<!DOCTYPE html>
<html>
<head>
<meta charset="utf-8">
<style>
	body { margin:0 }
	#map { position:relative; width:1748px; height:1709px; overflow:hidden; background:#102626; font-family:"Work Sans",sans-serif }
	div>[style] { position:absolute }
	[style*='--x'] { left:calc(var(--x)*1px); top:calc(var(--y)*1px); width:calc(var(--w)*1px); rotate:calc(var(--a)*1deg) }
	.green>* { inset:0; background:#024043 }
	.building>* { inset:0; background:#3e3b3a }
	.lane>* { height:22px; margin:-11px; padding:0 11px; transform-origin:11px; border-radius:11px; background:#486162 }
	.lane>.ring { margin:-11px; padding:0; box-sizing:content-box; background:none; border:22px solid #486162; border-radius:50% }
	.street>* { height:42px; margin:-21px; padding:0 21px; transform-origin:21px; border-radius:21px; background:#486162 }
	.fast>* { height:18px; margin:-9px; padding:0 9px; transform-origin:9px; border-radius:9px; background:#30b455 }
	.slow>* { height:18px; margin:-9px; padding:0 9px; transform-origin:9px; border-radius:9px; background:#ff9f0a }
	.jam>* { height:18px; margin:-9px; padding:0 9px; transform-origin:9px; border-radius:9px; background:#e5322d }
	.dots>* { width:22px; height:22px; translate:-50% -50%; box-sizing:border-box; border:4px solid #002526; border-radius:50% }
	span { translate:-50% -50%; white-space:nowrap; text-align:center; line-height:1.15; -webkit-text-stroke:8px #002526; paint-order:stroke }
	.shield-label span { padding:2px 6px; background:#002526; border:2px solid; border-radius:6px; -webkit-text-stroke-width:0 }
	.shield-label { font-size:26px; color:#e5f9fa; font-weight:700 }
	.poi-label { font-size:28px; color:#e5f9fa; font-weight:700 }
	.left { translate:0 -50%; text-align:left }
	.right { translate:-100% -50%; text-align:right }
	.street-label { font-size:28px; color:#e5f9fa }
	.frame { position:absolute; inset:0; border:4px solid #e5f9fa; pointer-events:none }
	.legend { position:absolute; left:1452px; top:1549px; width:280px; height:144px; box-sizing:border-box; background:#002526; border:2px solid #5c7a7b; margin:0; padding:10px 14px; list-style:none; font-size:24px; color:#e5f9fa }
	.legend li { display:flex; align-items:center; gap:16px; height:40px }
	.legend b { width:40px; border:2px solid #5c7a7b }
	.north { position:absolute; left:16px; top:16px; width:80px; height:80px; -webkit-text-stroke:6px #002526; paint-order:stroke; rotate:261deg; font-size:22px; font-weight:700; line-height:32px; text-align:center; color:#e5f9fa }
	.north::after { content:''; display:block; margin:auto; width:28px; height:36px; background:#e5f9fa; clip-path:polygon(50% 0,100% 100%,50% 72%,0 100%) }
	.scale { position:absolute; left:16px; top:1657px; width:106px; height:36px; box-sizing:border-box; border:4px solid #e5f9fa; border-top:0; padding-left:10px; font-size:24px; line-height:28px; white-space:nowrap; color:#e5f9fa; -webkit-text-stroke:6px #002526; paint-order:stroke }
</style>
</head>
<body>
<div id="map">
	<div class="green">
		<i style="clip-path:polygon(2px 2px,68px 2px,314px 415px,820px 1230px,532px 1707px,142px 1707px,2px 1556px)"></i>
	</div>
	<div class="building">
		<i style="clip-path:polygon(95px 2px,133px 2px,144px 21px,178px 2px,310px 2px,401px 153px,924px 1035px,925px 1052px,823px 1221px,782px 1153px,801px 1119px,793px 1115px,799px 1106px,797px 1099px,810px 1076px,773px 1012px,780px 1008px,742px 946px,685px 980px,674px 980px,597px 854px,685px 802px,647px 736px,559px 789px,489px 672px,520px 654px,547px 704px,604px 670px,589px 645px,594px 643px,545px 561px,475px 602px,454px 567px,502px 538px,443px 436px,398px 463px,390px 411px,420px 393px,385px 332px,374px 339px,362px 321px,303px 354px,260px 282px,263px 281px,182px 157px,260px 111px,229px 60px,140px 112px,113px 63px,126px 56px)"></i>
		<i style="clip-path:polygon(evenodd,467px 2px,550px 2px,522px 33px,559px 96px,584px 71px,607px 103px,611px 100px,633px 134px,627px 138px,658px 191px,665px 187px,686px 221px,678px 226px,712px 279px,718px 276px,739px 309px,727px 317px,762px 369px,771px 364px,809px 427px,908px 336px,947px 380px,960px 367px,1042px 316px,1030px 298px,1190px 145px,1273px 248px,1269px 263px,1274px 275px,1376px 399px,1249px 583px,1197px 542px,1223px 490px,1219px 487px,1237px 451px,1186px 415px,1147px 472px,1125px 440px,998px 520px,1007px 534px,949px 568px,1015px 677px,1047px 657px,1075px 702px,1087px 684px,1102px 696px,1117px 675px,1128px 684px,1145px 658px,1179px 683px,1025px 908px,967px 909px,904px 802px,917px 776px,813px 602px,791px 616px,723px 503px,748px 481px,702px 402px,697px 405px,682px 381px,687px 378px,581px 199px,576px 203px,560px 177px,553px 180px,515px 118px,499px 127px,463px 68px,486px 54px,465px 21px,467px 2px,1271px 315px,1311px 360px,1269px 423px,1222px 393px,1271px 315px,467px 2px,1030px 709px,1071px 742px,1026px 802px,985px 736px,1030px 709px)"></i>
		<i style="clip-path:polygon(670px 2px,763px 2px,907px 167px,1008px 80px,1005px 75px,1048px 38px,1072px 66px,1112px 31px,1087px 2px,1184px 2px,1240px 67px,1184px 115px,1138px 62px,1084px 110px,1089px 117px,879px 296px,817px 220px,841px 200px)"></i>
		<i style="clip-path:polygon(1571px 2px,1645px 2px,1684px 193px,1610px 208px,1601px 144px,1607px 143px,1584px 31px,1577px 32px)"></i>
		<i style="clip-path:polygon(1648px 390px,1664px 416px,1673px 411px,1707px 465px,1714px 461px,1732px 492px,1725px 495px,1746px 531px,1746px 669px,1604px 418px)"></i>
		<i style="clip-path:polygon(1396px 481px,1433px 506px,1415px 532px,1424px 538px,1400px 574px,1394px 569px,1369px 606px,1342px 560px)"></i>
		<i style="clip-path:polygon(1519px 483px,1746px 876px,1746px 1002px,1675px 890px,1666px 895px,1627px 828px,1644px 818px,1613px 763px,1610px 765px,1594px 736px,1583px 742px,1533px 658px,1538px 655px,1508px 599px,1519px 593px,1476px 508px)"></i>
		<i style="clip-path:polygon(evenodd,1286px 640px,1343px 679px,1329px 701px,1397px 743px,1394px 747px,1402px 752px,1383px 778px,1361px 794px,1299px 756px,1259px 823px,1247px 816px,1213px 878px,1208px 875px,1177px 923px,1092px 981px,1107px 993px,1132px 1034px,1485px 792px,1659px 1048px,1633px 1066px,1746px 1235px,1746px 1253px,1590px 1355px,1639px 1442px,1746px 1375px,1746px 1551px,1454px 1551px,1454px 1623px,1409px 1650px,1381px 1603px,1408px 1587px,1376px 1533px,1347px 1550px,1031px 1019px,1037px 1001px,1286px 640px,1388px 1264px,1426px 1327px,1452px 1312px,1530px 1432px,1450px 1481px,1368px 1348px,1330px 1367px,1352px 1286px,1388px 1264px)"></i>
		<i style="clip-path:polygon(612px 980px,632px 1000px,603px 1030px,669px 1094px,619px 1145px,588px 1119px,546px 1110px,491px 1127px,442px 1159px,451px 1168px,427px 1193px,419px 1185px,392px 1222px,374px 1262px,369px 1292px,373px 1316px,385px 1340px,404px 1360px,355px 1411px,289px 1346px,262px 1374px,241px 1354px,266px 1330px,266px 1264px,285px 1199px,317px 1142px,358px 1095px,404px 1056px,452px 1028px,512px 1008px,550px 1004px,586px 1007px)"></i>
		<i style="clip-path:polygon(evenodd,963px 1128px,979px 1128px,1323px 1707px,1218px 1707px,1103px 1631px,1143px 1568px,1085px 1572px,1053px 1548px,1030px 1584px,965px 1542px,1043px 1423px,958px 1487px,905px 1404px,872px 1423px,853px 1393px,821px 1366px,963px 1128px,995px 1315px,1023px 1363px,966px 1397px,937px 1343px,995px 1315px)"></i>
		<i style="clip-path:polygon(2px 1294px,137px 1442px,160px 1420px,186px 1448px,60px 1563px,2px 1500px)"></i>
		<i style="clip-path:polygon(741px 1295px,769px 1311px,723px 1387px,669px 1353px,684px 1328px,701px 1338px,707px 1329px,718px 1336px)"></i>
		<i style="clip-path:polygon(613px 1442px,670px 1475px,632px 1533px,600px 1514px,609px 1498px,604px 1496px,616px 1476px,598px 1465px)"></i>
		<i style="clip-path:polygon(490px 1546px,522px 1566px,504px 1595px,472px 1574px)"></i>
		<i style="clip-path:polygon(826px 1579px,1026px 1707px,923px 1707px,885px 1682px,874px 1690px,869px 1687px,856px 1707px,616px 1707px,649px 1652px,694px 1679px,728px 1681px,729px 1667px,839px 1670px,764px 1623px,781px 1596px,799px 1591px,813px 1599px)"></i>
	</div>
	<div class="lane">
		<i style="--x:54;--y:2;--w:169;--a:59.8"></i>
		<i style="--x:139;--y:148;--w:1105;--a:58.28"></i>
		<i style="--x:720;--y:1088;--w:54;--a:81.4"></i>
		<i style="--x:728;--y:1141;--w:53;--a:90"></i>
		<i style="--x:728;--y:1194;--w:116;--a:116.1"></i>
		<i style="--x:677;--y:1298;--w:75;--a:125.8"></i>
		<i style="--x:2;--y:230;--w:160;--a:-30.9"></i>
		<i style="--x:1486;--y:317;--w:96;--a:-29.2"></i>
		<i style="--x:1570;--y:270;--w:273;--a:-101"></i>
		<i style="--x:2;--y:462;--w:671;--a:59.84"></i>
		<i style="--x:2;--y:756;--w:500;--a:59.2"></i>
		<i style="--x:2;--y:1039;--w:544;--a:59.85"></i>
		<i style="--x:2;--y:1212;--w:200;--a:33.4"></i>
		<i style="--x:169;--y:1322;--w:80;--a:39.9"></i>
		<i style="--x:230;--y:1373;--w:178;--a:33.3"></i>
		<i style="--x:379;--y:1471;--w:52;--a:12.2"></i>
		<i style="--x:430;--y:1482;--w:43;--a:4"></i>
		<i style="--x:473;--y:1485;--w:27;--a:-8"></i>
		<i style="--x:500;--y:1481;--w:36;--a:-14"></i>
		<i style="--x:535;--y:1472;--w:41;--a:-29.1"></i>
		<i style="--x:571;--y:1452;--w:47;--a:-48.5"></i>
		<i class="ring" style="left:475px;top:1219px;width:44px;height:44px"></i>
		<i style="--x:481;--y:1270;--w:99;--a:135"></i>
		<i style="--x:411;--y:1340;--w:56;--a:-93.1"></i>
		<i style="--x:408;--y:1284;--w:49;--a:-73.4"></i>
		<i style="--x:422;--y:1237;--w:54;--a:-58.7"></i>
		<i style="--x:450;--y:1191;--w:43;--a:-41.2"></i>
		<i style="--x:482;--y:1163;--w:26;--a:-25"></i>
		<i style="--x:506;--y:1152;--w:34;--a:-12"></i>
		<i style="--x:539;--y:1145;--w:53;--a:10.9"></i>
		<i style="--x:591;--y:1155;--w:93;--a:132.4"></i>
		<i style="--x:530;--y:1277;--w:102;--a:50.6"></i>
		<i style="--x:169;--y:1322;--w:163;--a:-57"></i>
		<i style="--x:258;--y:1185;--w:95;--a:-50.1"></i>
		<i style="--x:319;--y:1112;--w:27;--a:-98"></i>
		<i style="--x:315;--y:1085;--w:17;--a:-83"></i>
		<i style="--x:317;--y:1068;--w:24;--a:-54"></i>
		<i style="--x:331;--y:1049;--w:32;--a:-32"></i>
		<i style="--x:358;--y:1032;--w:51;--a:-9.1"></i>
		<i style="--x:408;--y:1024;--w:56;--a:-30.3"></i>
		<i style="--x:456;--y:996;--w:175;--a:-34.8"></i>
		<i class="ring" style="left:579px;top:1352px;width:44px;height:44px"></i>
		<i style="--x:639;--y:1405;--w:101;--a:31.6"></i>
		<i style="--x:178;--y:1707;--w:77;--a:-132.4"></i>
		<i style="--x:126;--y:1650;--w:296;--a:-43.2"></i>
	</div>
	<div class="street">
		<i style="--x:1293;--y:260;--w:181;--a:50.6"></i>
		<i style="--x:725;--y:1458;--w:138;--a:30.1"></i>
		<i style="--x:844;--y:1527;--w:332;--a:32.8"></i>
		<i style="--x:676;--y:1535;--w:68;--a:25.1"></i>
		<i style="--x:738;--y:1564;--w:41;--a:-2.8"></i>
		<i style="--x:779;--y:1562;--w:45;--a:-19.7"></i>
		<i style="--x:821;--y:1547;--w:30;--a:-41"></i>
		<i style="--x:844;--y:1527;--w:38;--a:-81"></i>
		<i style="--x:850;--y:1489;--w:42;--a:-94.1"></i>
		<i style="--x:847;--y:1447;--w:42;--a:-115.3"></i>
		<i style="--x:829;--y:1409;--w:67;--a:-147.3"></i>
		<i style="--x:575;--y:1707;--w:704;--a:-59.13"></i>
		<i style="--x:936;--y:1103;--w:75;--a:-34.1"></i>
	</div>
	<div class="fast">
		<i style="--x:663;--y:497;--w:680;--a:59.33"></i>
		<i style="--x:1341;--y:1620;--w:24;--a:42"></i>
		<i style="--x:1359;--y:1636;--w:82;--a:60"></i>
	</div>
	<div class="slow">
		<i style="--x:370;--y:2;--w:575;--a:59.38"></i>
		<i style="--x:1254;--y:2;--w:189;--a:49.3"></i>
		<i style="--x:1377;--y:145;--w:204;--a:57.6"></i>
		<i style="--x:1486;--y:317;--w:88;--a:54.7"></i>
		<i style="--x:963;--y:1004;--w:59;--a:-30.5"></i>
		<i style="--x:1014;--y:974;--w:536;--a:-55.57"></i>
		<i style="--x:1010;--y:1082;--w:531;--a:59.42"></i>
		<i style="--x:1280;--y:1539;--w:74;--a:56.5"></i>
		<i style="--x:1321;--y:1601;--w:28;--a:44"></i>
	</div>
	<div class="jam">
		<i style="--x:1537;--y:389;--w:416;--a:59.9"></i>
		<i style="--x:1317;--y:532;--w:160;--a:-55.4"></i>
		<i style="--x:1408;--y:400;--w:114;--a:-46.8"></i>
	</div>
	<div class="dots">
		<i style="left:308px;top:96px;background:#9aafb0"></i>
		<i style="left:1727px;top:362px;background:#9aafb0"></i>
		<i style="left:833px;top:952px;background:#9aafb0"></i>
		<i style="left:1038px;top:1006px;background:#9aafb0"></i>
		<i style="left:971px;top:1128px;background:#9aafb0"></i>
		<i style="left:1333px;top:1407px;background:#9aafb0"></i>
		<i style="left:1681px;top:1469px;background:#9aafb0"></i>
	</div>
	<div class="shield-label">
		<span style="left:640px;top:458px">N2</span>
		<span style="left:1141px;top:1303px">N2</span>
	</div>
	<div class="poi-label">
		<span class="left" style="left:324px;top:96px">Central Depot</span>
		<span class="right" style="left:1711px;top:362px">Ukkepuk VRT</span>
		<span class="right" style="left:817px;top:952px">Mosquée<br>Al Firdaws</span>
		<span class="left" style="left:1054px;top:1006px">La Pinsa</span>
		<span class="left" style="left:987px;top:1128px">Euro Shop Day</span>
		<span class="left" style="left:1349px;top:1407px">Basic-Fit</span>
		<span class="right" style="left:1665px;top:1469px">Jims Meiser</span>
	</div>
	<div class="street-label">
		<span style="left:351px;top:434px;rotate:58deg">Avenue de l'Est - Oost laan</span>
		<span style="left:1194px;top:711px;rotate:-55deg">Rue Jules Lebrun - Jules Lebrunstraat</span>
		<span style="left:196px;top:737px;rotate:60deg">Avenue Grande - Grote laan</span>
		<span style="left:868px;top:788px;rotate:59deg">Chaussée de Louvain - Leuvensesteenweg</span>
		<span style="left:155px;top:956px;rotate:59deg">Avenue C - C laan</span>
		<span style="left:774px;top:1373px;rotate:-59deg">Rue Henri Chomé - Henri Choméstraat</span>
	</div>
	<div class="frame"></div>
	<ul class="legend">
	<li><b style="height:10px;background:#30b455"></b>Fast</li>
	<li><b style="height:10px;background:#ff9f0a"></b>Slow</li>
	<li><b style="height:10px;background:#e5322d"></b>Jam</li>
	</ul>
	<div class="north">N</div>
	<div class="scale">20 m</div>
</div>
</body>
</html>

*Task brief:* Read each line of the material, and wherever the word "street" turns up, copy that line.

*Your solution:*
	.street>* { height:42px; margin:-21px; padding:0 21px; transform-origin:21px; border-radius:21px; background:#486162 }
	.street-label { font-size:28px; color:#e5f9fa }
	<div class="street">
	<div class="street-label">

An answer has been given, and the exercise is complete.